Only the lines from the top of the data through the line with "filter:drop-shadow(0 0 2px" should be repeated, each exactly as written.
• • • •
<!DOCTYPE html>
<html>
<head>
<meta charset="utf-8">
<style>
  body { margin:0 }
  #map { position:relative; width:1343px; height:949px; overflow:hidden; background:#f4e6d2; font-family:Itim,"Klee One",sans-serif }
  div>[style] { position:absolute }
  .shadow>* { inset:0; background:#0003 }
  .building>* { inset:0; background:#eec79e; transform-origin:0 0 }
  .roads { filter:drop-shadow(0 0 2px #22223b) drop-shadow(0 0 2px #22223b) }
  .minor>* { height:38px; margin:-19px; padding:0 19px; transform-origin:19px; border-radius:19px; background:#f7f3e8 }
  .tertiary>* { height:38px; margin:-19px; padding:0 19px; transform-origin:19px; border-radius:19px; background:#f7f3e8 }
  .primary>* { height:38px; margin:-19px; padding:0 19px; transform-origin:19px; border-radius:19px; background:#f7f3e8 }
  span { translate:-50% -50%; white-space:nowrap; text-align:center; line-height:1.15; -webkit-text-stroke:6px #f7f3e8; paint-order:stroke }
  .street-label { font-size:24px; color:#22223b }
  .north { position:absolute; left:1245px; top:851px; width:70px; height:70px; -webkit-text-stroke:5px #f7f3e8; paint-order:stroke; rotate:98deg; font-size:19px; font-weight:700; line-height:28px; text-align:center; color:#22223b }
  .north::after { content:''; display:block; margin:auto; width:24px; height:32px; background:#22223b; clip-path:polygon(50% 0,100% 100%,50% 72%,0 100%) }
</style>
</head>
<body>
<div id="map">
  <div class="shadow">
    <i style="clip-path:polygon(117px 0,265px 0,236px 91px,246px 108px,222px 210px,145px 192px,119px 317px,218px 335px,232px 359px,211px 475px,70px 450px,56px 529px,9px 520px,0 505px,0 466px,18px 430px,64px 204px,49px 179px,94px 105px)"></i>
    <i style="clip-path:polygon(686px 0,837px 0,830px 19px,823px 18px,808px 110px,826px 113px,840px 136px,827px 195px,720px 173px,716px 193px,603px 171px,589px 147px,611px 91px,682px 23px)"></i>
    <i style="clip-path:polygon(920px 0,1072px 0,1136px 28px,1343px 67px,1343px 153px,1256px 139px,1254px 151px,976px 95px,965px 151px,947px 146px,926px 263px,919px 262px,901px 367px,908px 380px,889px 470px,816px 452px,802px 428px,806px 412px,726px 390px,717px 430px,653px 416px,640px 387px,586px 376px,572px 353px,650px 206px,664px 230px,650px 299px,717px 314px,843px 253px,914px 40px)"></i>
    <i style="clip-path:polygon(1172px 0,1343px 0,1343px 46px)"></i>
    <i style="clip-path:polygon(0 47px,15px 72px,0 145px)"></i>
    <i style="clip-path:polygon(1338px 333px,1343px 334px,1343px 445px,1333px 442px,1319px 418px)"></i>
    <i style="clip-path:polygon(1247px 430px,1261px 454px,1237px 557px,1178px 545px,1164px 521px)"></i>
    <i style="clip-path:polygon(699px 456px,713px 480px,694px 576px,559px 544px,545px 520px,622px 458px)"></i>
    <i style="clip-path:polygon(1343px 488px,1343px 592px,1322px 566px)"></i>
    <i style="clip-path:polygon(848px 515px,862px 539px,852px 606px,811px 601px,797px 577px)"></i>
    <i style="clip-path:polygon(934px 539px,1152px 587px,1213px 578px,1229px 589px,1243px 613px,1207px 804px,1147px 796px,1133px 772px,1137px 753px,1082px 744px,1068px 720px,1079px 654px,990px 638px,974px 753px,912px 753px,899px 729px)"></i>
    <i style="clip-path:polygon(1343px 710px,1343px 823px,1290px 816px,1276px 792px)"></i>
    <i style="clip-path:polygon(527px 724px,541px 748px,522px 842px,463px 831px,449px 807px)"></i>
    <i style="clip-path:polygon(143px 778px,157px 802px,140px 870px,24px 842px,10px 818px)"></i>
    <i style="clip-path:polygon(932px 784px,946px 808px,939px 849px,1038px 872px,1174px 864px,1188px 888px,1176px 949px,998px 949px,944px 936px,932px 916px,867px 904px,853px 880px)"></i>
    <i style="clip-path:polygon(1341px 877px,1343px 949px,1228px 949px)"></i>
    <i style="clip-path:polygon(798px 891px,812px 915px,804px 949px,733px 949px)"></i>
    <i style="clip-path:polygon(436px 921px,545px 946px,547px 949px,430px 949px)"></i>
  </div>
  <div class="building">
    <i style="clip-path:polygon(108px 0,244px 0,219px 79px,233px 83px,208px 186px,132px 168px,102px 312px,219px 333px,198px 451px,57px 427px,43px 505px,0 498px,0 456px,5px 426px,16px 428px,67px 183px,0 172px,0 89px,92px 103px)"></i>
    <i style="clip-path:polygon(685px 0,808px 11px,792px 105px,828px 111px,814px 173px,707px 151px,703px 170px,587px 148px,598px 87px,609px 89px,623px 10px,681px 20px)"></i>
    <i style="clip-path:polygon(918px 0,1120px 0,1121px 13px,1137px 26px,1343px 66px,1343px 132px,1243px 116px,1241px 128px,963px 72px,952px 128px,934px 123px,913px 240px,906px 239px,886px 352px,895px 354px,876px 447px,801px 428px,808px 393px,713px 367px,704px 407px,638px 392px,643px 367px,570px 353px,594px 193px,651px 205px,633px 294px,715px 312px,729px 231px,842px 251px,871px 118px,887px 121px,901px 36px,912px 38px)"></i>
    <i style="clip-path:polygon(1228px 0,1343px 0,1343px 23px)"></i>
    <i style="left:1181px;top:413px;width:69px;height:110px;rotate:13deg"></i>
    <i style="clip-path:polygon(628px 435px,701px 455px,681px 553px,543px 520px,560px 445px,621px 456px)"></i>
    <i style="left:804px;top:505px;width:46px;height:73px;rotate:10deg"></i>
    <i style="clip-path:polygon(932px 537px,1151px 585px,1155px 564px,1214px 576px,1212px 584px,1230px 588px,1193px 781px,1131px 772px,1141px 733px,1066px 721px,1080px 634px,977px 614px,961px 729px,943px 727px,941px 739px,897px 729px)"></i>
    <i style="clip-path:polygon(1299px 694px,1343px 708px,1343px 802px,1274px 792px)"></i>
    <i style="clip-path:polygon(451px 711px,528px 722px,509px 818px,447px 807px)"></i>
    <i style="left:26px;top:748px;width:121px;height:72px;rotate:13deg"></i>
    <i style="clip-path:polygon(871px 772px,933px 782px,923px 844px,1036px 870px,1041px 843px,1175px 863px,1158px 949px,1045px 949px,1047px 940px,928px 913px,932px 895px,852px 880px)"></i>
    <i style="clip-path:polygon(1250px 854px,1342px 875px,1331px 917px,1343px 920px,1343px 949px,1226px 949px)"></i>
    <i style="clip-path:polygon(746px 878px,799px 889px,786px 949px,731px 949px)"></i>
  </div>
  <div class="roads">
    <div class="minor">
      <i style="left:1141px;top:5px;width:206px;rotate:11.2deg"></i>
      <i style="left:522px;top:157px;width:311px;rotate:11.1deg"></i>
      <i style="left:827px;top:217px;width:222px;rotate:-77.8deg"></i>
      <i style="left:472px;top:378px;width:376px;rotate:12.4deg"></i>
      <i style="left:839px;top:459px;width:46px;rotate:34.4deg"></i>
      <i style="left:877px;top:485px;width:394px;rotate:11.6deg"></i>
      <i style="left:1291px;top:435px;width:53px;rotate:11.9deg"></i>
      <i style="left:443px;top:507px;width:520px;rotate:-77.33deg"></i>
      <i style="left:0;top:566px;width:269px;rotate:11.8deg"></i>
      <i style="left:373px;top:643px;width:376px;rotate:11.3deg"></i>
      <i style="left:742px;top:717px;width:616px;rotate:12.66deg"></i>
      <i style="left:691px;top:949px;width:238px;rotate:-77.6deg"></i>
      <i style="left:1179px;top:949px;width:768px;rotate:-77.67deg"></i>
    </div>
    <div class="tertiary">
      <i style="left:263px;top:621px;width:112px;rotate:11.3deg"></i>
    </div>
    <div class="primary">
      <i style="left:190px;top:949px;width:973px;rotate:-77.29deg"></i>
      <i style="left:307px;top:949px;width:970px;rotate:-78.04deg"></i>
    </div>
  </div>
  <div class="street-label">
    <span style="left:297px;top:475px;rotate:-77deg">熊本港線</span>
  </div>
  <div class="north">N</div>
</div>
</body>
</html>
• • • •
### Task answer
<!DOCTYPE html>
<html>
<head>
<meta charset="utf-8">
<style>
  body { margin:0 }
  #map { position:relative; width:1343px; height:949px; overflow:hidden; background:#f4e6d2; font-family:Itim,"Klee One",sans-serif }
  div>[style] { position:absolute }
  .shadow>* { inset:0; background:#0003 }
  .building>* { inset:0; background:#eec79e; transform-origin:0 0 }
  .roads { filter:drop-shadow(0 0 2px #22223b) drop-shadow(0 0 2px #22223b) }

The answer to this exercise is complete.